> **REQUIRED WORK**: Leaving out all pictures, return the records word for word.

Stored items
++++++++++++++++++++

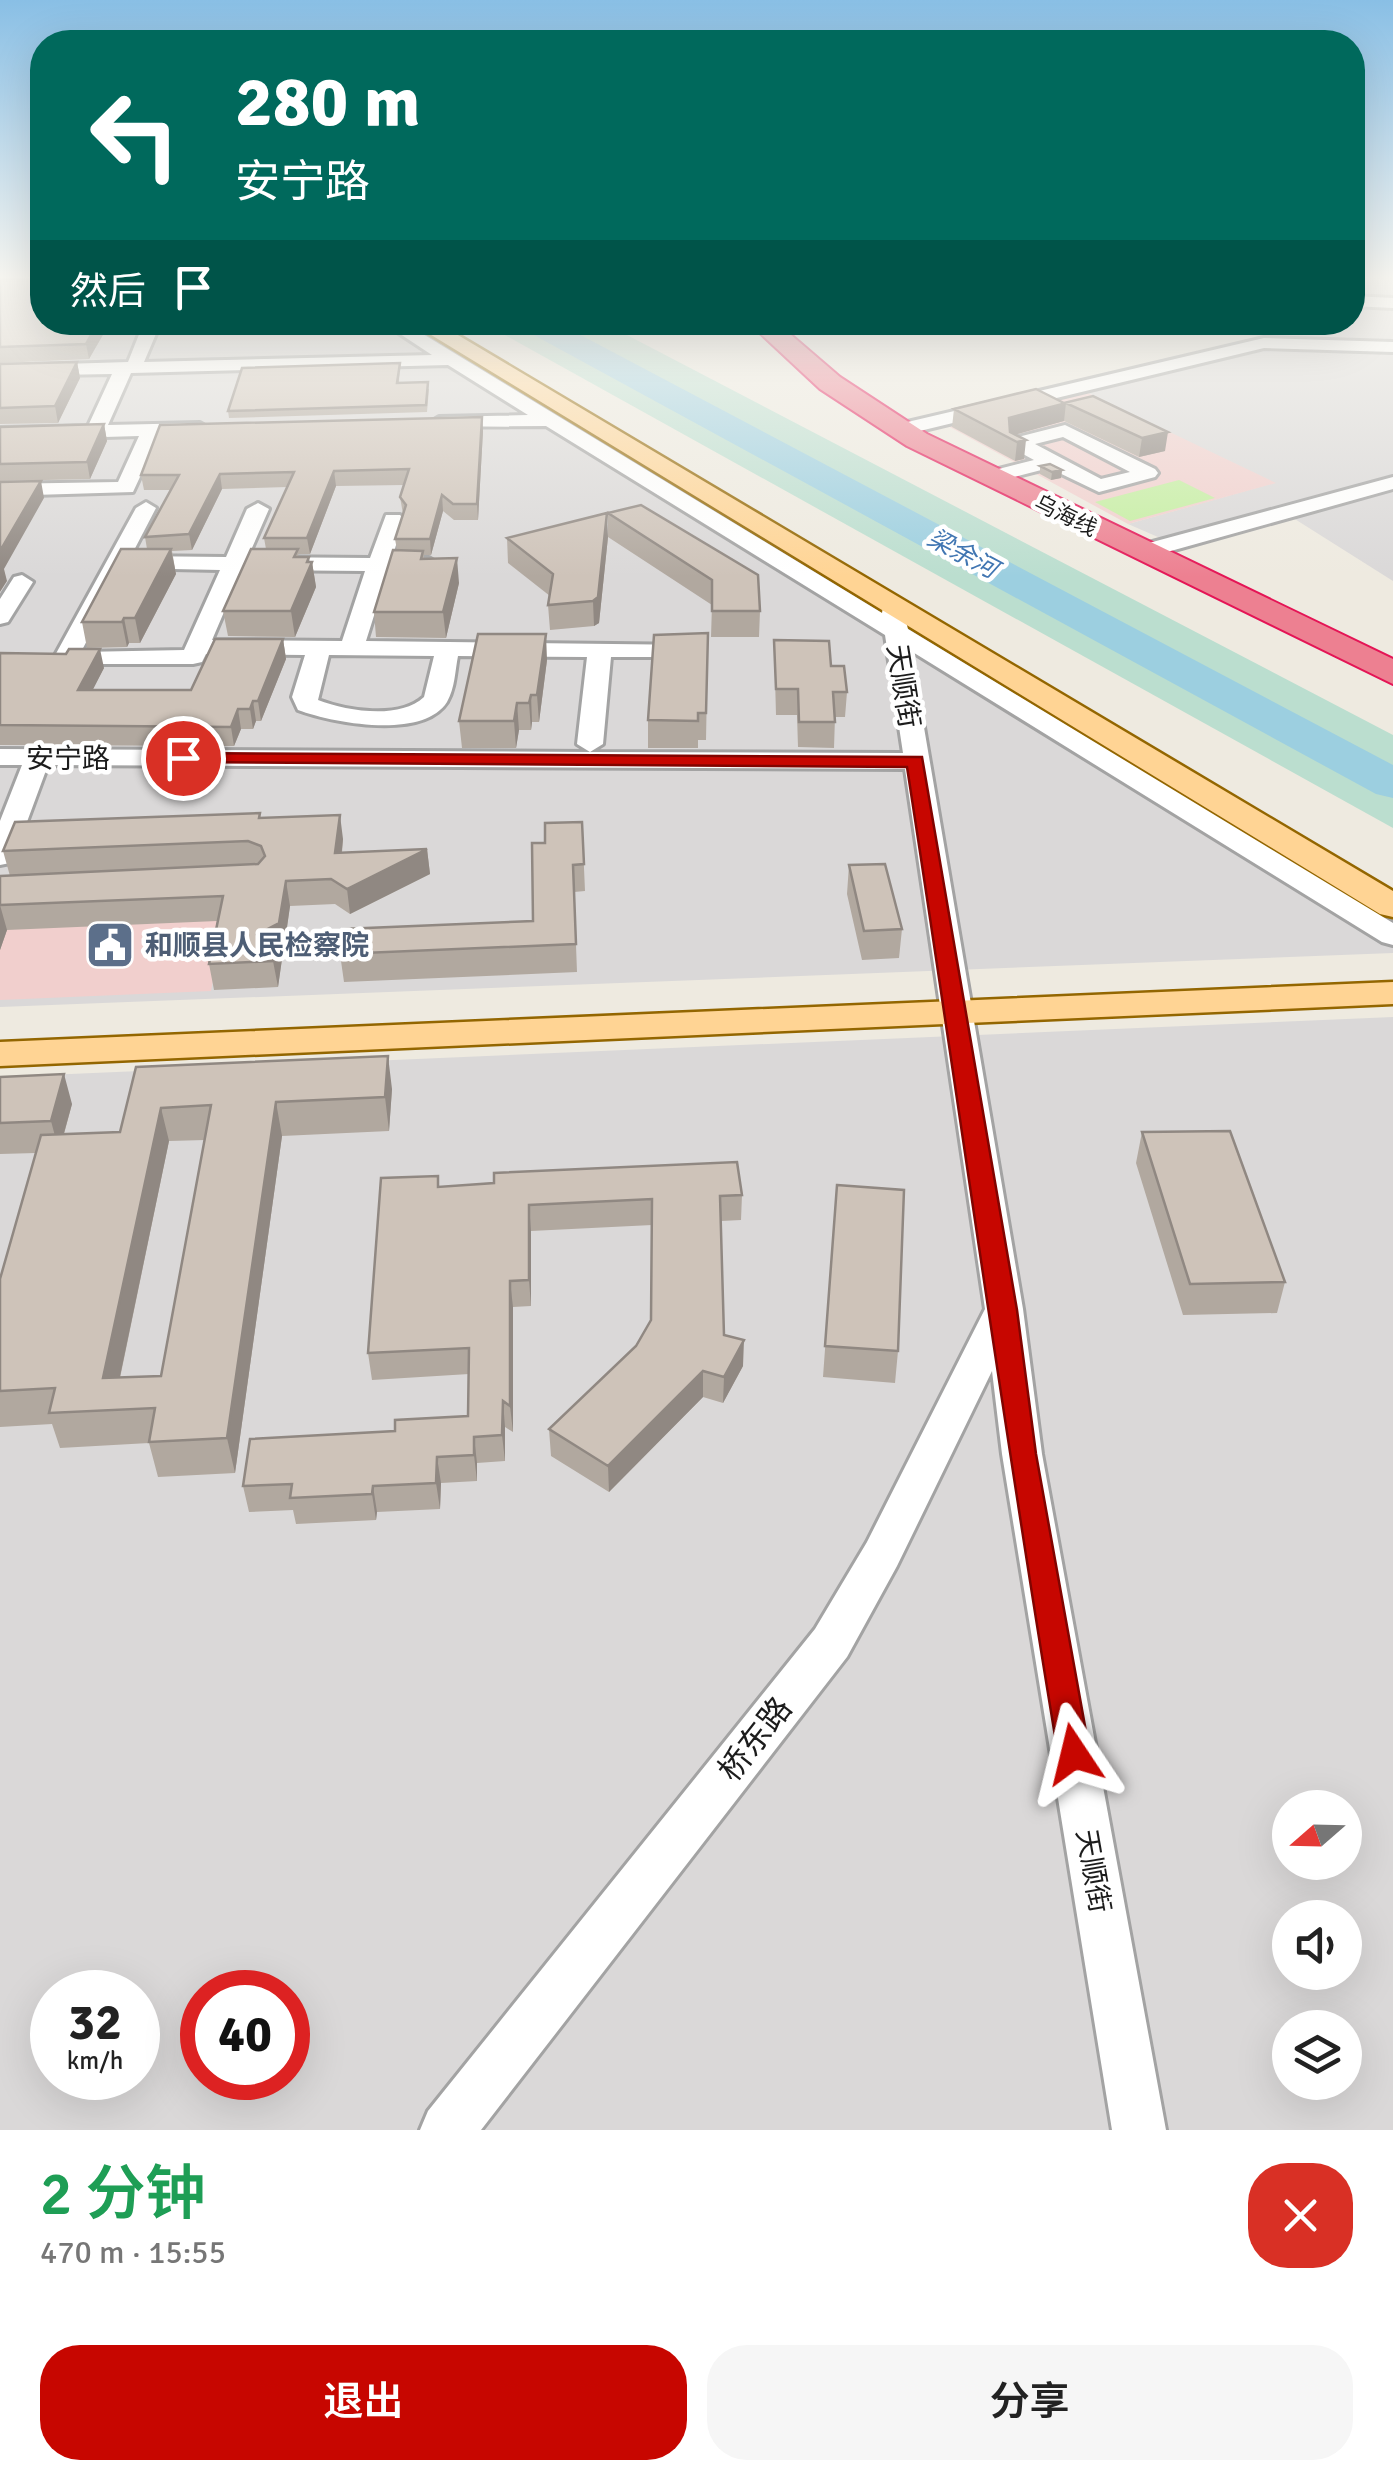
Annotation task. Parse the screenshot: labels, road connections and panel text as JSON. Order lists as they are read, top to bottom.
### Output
{
  "streets": {
    "highway": ["乌海线"],
    "street": ["天顺街", "安宁路", "桥东路"]
  },
  "crossings": [
    ["天顺街", "安宁路"],
    ["天顺街", "桥东路"]
  ],
  "water": ["梁余河"],
  "places": {
    "public building": ["和顺县人民检察院"]
  },
  "north": "left",
  "page": {
    "turn": ["280 m", "安宁路"],
    "then": "然后",
    "speed": "32 km/h",
    "limit": "40",
    "heading": ["2 分钟", "470 m · 15:55"],
    "buttons": ["退出", "分享"]
  }
}
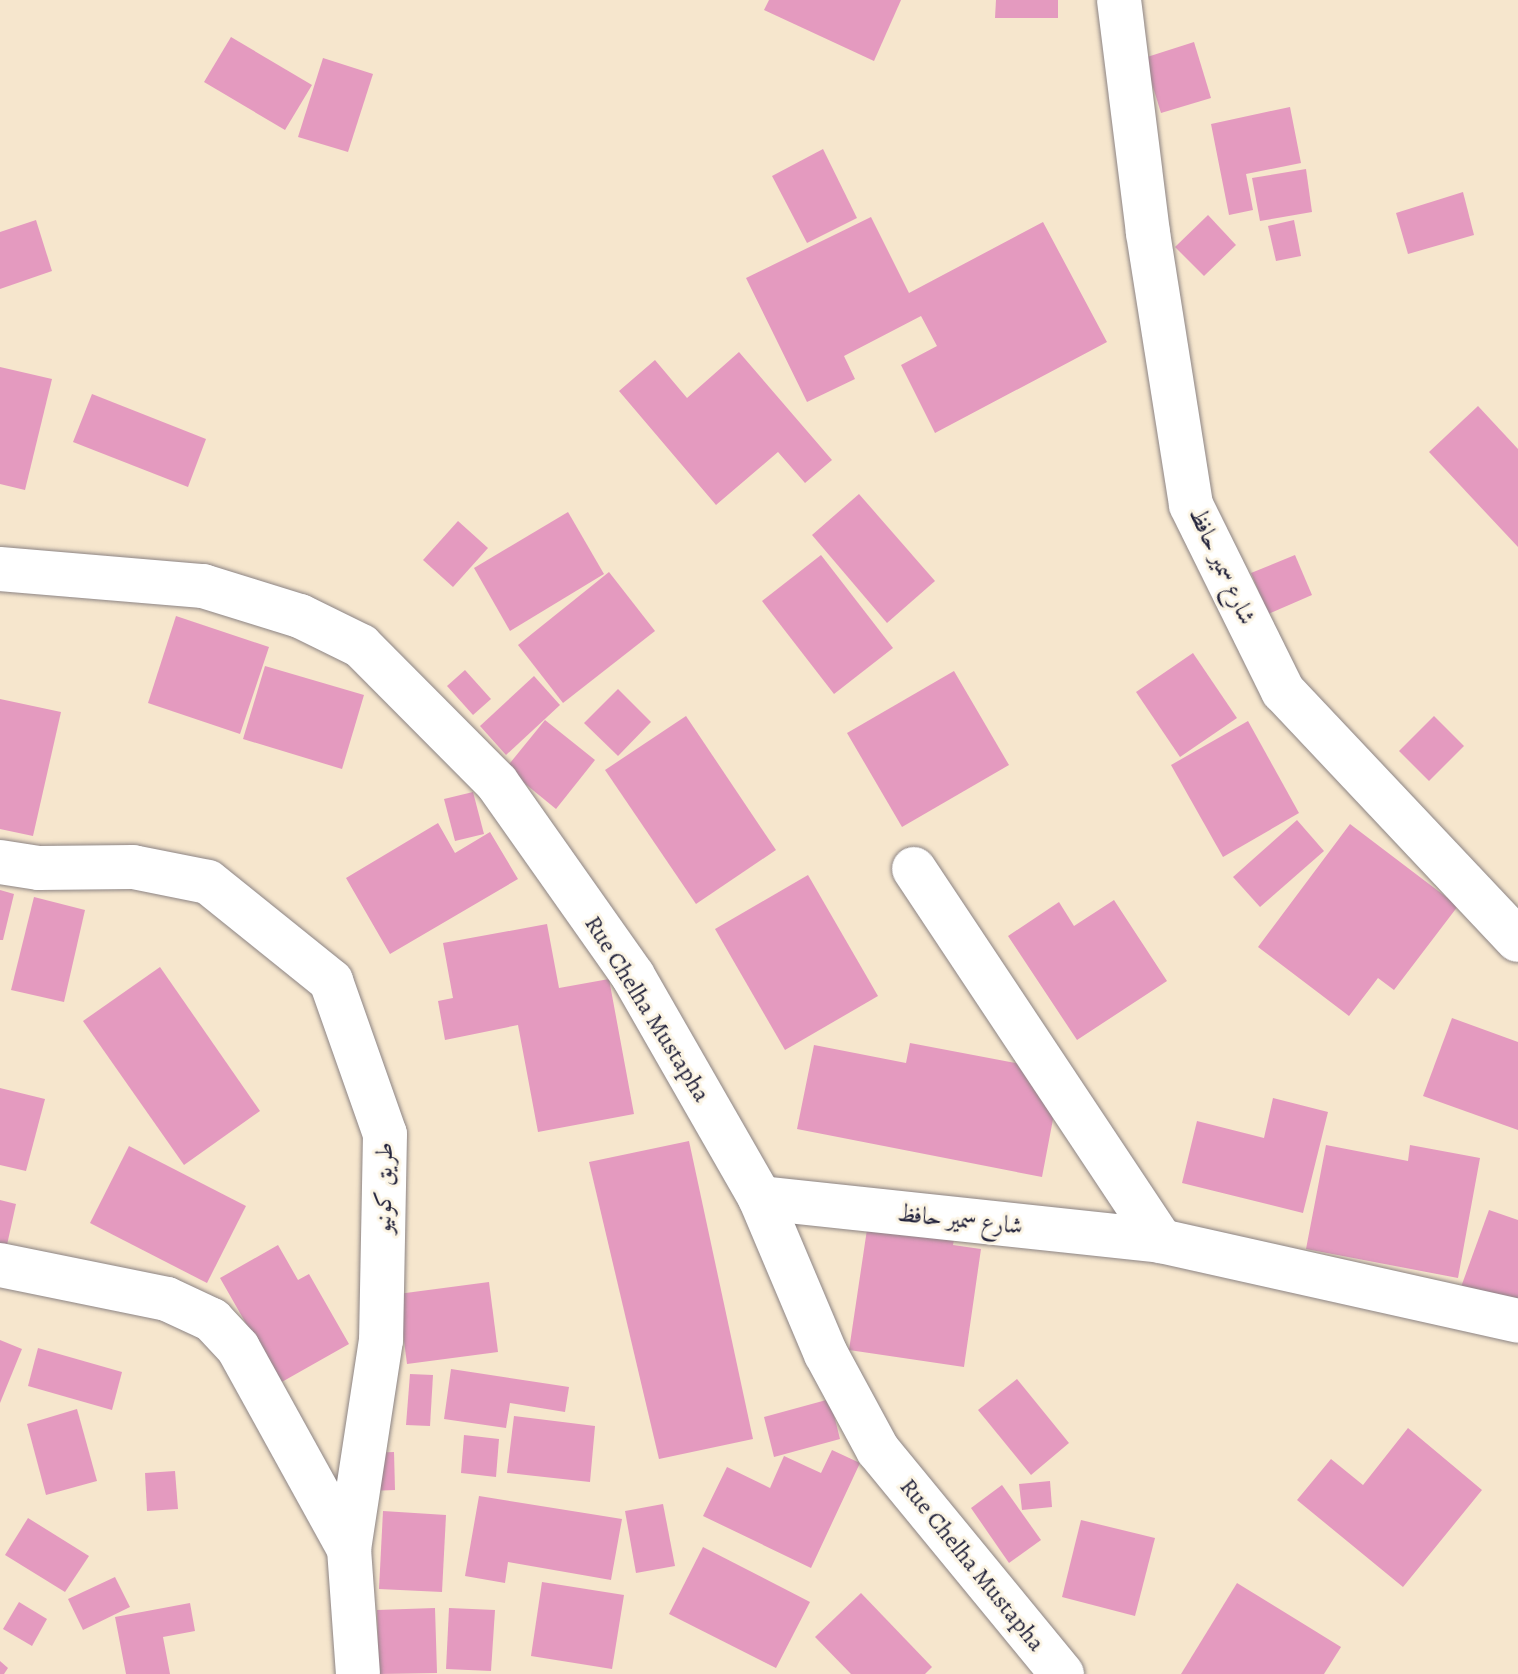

++++++++++++++++++++

> **SOLUTION FOR THIS EXERCISE**:
Annotation task. Parse the screenshot: labels, road connections and panel text as JSON. Order lists as they are read, top to bottom.
### Output
{
  "streets": {
    "highway": ["乌海线"],
    "street": ["天顺街", "安宁路", "桥东路"]
  },
  "crossings": [
    ["天顺街", "安宁路"],
    ["天顺街", "桥东路"]
  ],
  "water": ["梁余河"],
  "places": {
    "public building": ["和顺县人民检察院"]
  },
  "north": "left",
  "page": {
    "turn": ["280 m", "安宁路"],
    "then": "然后",
    "speed": "32 km/h",
    "limit": "40",
    "heading": ["2 分钟", "470 m · 15:55"],
    "buttons": ["退出", "分享"]
  }
}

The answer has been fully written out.